** Opening Stored data block **

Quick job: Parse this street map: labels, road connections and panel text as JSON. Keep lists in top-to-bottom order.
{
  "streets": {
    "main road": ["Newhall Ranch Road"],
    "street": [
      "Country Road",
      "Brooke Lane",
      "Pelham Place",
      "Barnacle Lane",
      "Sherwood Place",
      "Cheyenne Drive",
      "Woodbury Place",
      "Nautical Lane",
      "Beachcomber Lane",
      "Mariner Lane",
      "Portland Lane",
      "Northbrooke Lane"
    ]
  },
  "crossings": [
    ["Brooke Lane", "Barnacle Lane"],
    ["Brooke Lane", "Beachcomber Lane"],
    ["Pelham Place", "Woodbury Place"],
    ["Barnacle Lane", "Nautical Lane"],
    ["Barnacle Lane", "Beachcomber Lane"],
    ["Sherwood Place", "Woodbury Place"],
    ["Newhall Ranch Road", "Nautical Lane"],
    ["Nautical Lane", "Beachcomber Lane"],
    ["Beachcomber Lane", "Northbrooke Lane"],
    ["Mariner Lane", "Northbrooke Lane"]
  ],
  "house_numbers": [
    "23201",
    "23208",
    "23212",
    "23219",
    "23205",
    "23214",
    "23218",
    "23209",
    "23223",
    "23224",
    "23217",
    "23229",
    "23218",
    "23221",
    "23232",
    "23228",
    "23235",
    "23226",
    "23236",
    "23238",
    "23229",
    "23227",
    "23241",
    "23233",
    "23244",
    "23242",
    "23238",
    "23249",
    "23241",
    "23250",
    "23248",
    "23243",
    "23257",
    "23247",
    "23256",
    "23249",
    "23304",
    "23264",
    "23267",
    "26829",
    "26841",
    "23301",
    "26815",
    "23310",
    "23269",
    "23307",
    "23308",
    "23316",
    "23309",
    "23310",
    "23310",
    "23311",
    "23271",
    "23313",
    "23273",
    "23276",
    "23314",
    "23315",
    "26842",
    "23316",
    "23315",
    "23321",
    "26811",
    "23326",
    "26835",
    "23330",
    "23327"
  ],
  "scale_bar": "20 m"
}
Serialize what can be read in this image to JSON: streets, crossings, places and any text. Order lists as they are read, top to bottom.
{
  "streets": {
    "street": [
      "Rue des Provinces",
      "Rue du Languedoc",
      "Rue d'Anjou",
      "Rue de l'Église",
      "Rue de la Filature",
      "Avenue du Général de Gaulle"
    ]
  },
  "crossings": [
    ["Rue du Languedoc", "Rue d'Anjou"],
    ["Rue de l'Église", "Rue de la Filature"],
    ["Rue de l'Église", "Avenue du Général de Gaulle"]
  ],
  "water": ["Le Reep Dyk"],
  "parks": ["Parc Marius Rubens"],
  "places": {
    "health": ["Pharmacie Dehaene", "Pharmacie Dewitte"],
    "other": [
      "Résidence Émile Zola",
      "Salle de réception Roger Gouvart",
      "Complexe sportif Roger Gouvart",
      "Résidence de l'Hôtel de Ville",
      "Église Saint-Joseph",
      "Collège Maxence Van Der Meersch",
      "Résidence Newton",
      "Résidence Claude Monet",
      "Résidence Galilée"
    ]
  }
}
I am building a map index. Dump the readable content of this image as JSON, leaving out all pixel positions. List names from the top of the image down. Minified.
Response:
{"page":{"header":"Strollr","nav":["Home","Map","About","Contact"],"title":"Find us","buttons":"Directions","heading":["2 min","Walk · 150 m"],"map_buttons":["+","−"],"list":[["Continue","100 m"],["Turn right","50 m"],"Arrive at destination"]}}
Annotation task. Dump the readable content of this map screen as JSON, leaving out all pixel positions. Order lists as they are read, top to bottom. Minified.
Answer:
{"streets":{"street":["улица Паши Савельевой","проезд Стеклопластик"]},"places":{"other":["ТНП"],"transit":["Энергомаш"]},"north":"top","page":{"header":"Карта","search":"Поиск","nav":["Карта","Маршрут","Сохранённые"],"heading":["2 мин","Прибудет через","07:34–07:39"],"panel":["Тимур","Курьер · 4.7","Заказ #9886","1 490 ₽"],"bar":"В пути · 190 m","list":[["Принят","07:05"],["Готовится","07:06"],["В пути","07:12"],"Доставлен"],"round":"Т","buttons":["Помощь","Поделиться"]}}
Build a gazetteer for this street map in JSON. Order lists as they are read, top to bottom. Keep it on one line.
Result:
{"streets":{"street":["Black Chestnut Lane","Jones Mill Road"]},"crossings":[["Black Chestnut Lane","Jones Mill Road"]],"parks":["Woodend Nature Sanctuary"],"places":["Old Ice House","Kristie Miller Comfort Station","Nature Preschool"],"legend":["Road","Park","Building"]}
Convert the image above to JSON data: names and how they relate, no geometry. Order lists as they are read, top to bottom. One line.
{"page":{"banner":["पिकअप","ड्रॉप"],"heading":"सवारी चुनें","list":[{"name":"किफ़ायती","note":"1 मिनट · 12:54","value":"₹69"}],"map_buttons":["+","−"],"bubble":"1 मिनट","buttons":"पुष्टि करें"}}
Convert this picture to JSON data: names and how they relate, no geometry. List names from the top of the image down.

** Closing Stored data block **

Assignment: Each line of the material above should be restated word for word.

Answer:
Quick job: Parse this street map: labels, road connections and panel text as JSON. Keep lists in top-to-bottom order.
{
  "streets": {
    "main road": ["Newhall Ranch Road"],
    "street": [
      "Country Road",
      "Brooke Lane",
      "Pelham Place",
      "Barnacle Lane",
      "Sherwood Place",
      "Cheyenne Drive",
      "Woodbury Place",
      "Nautical Lane",
      "Beachcomber Lane",
      "Mariner Lane",
      "Portland Lane",
      "Northbrooke Lane"
    ]
  },
  "crossings": [
    ["Brooke Lane", "Barnacle Lane"],
    ["Brooke Lane", "Beachcomber Lane"],
    ["Pelham Place", "Woodbury Place"],
    ["Barnacle Lane", "Nautical Lane"],
    ["Barnacle Lane", "Beachcomber Lane"],
    ["Sherwood Place", "Woodbury Place"],
    ["Newhall Ranch Road", "Nautical Lane"],
    ["Nautical Lane", "Beachcomber Lane"],
    ["Beachcomber Lane", "Northbrooke Lane"],
    ["Mariner Lane", "Northbrooke Lane"]
  ],
  "house_numbers": [
    "23201",
    "23208",
    "23212",
    "23219",
    "23205",
    "23214",
    "23218",
    "23209",
    "23223",
    "23224",
    "23217",
    "23229",
    "23218",
    "23221",
    "23232",
    "23228",
    "23235",
    "23226",
    "23236",
    "23238",
    "23229",
    "23227",
    "23241",
    "23233",
    "23244",
    "23242",
    "23238",
    "23249",
    "23241",
    "23250",
    "23248",
    "23243",
    "23257",
    "23247",
    "23256",
    "23249",
    "23304",
    "23264",
    "23267",
    "26829",
    "26841",
    "23301",
    "26815",
    "23310",
    "23269",
    "23307",
    "23308",
    "23316",
    "23309",
    "23310",
    "23310",
    "23311",
    "23271",
    "23313",
    "23273",
    "23276",
    "23314",
    "23315",
    "26842",
    "23316",
    "23315",
    "23321",
    "26811",
    "23326",
    "26835",
    "23330",
    "23327"
  ],
  "scale_bar": "20 m"
}
Serialize what can be read in this image to JSON: streets, crossings, places and any text. Order lists as they are read, top to bottom.
{
  "streets": {
    "street": [
      "Rue des Provinces",
      "Rue du Languedoc",
      "Rue d'Anjou",
      "Rue de l'Église",
      "Rue de la Filature",
      "Avenue du Général de Gaulle"
    ]
  },
  "crossings": [
    ["Rue du Languedoc", "Rue d'Anjou"],
    ["Rue de l'Église", "Rue de la Filature"],
    ["Rue de l'Église", "Avenue du Général de Gaulle"]
  ],
  "water": ["Le Reep Dyk"],
  "parks": ["Parc Marius Rubens"],
  "places": {
    "health": ["Pharmacie Dehaene", "Pharmacie Dewitte"],
    "other": [
      "Résidence Émile Zola",
      "Salle de réception Roger Gouvart",
      "Complexe sportif Roger Gouvart",
      "Résidence de l'Hôtel de Ville",
      "Église Saint-Joseph",
      "Collège Maxence Van Der Meersch",
      "Résidence Newton",
      "Résidence Claude Monet",
      "Résidence Galilée"
    ]
  }
}
I am building a map index. Dump the readable content of this image as JSON, leaving out all pixel positions. List names from the top of the image down. Minified.
Response:
{"page":{"header":"Strollr","nav":["Home","Map","About","Contact"],"title":"Find us","buttons":"Directions","heading":["2 min","Walk · 150 m"],"map_buttons":["+","−"],"list":[["Continue","100 m"],["Turn right","50 m"],"Arrive at destination"]}}
Annotation task. Dump the readable content of this map screen as JSON, leaving out all pixel positions. Order lists as they are read, top to bottom. Minified.
Answer:
{"streets":{"street":["улица Паши Савельевой","проезд Стеклопластик"]},"places":{"other":["ТНП"],"transit":["Энергомаш"]},"north":"top","page":{"header":"Карта","search":"Поиск","nav":["Карта","Маршрут","Сохранённые"],"heading":["2 мин","Прибудет через","07:34–07:39"],"panel":["Тимур","Курьер · 4.7","Заказ #9886","1 490 ₽"],"bar":"В пути · 190 m","list":[["Принят","07:05"],["Готовится","07:06"],["В пути","07:12"],"Доставлен"],"round":"Т","buttons":["Помощь","Поделиться"]}}
Build a gazetteer for this street map in JSON. Order lists as they are read, top to bottom. Keep it on one line.
Result:
{"streets":{"street":["Black Chestnut Lane","Jones Mill Road"]},"crossings":[["Black Chestnut Lane","Jones Mill Road"]],"parks":["Woodend Nature Sanctuary"],"places":["Old Ice House","Kristie Miller Comfort Station","Nature Preschool"],"legend":["Road","Park","Building"]}
Convert the image above to JSON data: names and how they relate, no geometry. Order lists as they are read, top to bottom. One line.
{"page":{"banner":["पिकअप","ड्रॉप"],"heading":"सवारी चुनें","list":[{"name":"किफ़ायती","note":"1 मिनट · 12:54","value":"₹69"}],"map_buttons":["+","−"],"bubble":"1 मिनट","buttons":"पुष्टि करें"}}
Convert this picture to JSON data: names and how they relate, no geometry. List names from the top of the image down.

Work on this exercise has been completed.